Átila Soares da Costa Filho bardzo skrupulatnie podszedł do wykonania portretu przedstawiającego w przybliżeniu twarz Maryi. Oparł się na twarzy z Całunu Turyńskiego, a także przeprowadził wiele eksperymentów przy użyciu sztucznej inteligencji i zaawansowanej technologii konwolucyjnych sieci neuronowych do zmiany płci.
Następnie użyłem innych programów, aby wprowadzić pewne korekty twarzy. Na koniec dokonałem ręcznych artystycznych poprawek, by trafniej podkreślić etniczną i antropologiczną fizjonomię kobiety z Palestyny sprzed 2000 lat.

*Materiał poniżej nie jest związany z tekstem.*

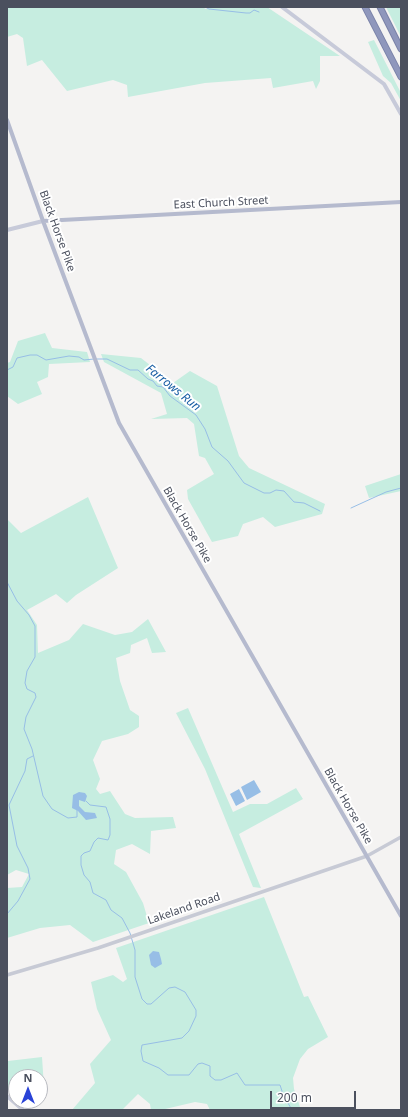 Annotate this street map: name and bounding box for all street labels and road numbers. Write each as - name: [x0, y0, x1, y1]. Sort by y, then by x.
- street label: Black Horse Pike: [36, 189, 78, 273]
- street label: East Church Street: [173, 194, 269, 212]
- street label: Black Horse Pike: [160, 485, 214, 565]
- street label: Black Horse Pike: [321, 766, 375, 846]
- street label: Lakeland Road: [146, 890, 222, 928] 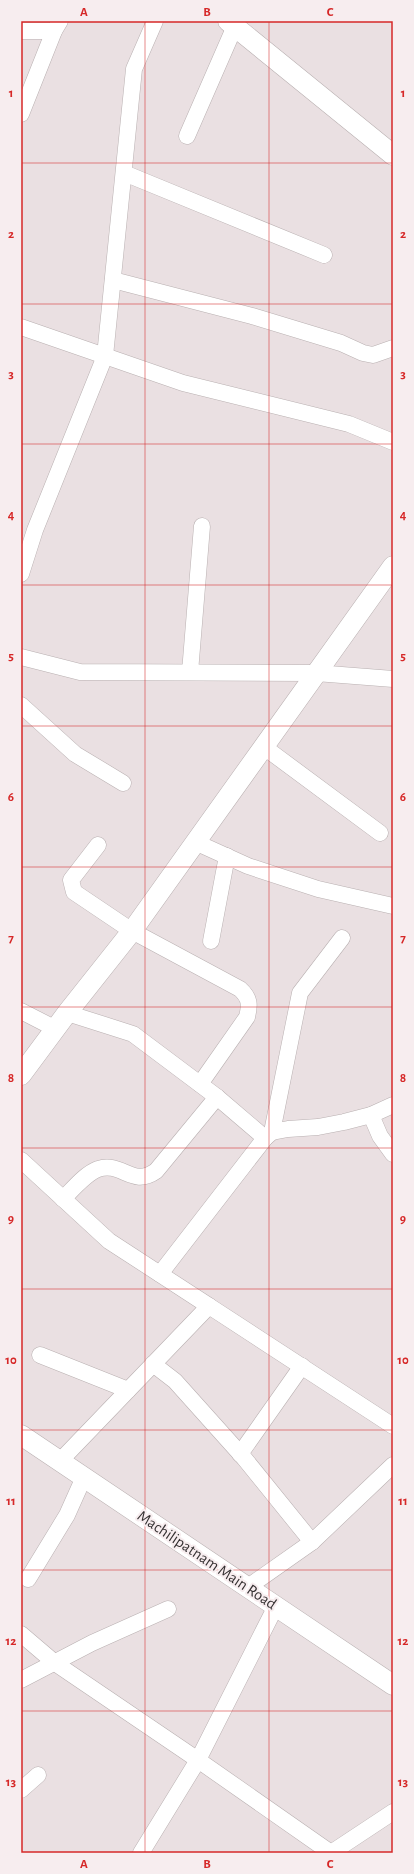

Oczywiście nie podważałem tego, co sztuczna inteligencja zdołała uchwycić. Tak zdołałem odtworzyć wizerunek nastoletniej Maryi - powiedział artysta w rozmowie z aleteia.org.
Na koniec zajął się teologicznymi studiami dotyczącymi niepokalanego poczęcia Maryi. Poszukiwał w nich teoretycznego wsparcia dla rezultatów swoich prac.
Czyli jeśli wierzymy, że ciało Bożego Syna było owinięte w materię Całunu, wówczas z bardzo wysokim prawdopodobieństwem możemy stwierdzić, że twarz Jego Matki, na różnych etapach Jej życia, była taką, jaką ją przedstawiam - zaznaczył.
Czy tak wyglądała twarz Maryi?
TVP Info podkreśla, że rezultaty badań zaakceptował najważniejszy na świecie syndonolog, badacz i autor wielu ważnych wykładów Barrie M. Schwortz.
Moja Maryja wygląda na 25-30 lat. Ma silne, ale i wzniosłe oblicze kobiety w dramatyczny sposób związanej z misją i ofiarą Zbawiciela… Jej Syna. Z drugiej strony postanowiłem przygotować wersję nastoletniej twarzy Matki Jezusa. Tym razem chciałem, aby była uśmiechnięta - zaznaczył z kolei Átila Soares da Costa Filho.